CVE-2026-0949 is a stored Cross-site Scripting (XSS) vulnerability affecting EnterpriseDB's Postgres Enterprise Manager (PEM) versions prior to 9.8.1. The vulnerability arises from improper neutralization of input during web page generation, specifically in the Manage Charts feature. Users with elevated privileges—namely superuser, pem_admin, or pem_super_admin—can inject arbitrary JavaScript code when creating new charts. This malicious script is stored and subsequently executed in the browsers of any users who access the affected charts, potentially allowing attackers to hijack sessions, steal credentials, or perform actions on behalf of the victim. The vulnerability has a CVSS 3.1 base score of 6.5, indicating medium severity. The attack vector is network-based (AV:N), with low attack complexity (AC:L), but requires high privileges (PR:H) and no user interaction (UI:N). The scope is unchanged (S:U), and the impact on confidentiality and integrity is high (C:H/I:H), while availability is unaffected (A:N). No public exploits have been reported yet. The vulnerability is limited to PEM version 9.x and earlier, and only users with specific administrative privileges can exploit it, which somewhat limits the attack surface. However, the stored nature of the XSS means that any user viewing the compromised charts can be affected, increasing the risk of lateral impact within organizations.

For European organizations, this vulnerability poses a significant risk to the confidentiality and integrity of data managed through PEM. Attackers with administrative access could inject malicious scripts that compromise session tokens, steal sensitive information, or perform unauthorized actions within the PEM interface. This could lead to unauthorized access to database management functions or leakage of sensitive operational data. Since PEM is used for managing PostgreSQL databases, which are widely deployed in enterprise environments, exploitation could affect critical infrastructure and business operations. The requirement for high privileges to exploit reduces the likelihood of external attackers directly leveraging this vulnerability, but insider threats or compromised administrative accounts could be leveraged. The stored XSS nature means that even non-privileged users who view the charts could be impacted, potentially leading to broader compromise. Disruption of database management activities could also indirectly affect availability of services dependent on these databases.
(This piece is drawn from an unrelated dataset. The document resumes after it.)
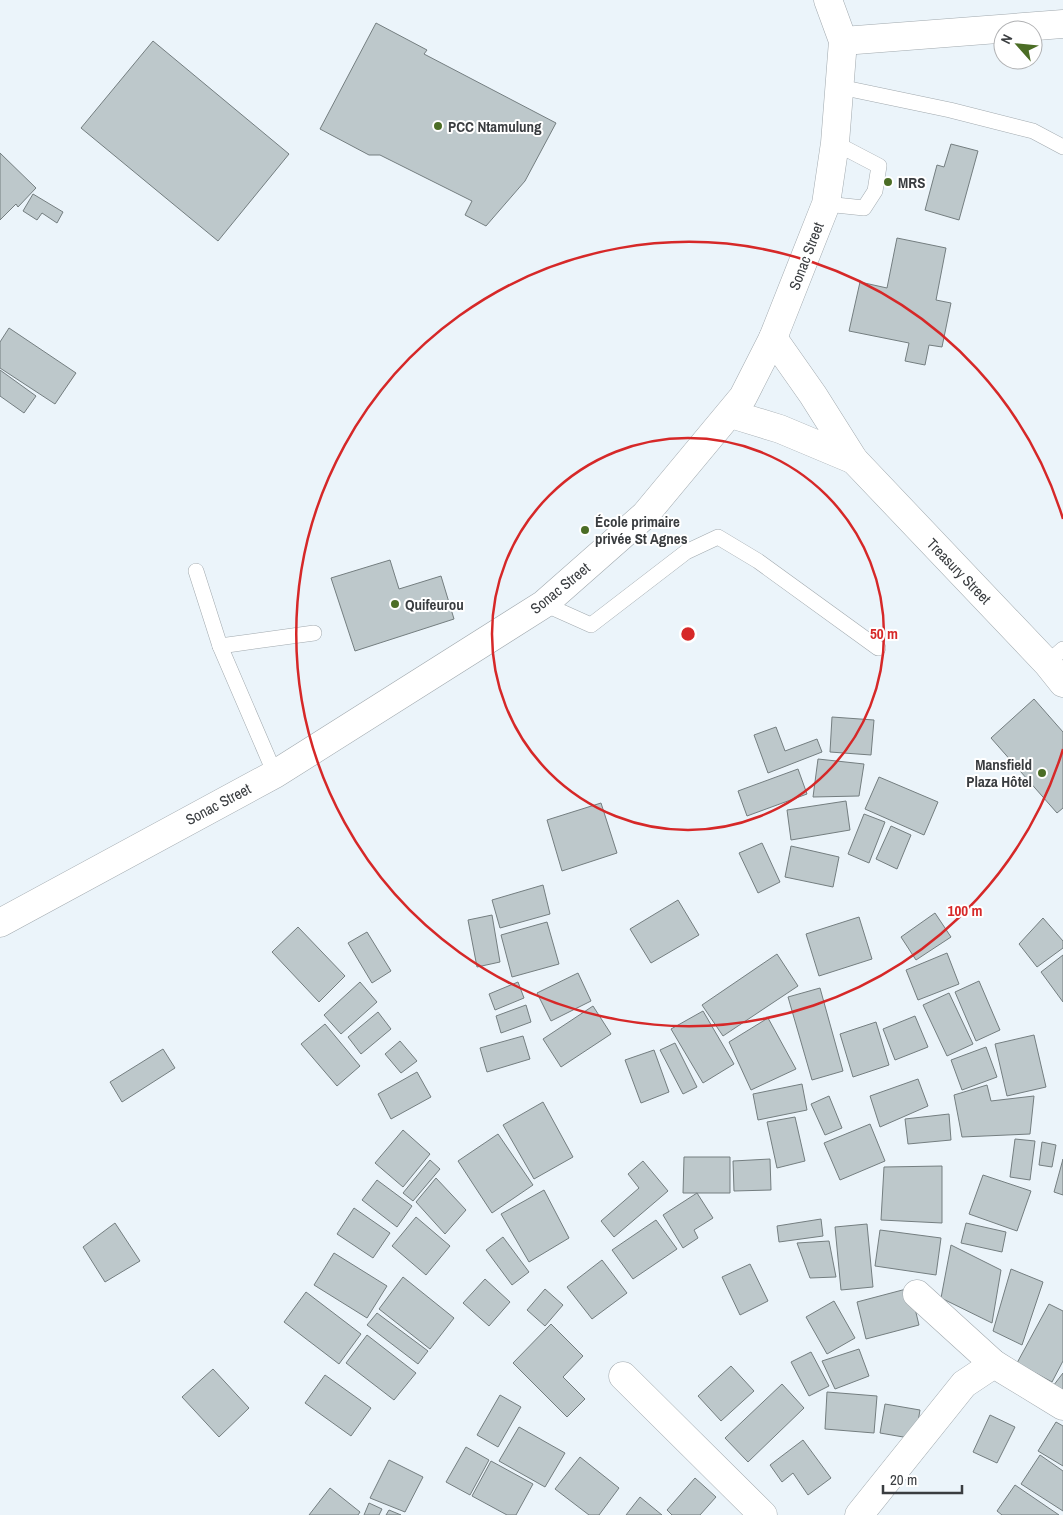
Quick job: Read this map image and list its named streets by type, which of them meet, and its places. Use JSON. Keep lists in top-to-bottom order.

European organizations should immediately upgrade PEM to version 9.8.1 or later, where the vulnerability is patched. Until patching is possible, restrict access to the Manage Charts menu strictly to trusted administrators and monitor for unusual activity. Implement strict role-based access controls (RBAC) to minimize the number of users with pem_admin or pem_super_admin privileges. Conduct regular audits of user privileges and review chart configurations for suspicious or unauthorized scripts. Employ Content Security Policy (CSP) headers to limit the execution of unauthorized scripts in the PEM web interface. Additionally, educate administrators about the risks of injecting untrusted input and encourage safe handling of chart creation. Network segmentation and monitoring of PEM traffic can help detect exploitation attempts. Finally, maintain up-to-date backups and incident response plans to quickly recover from potential compromises.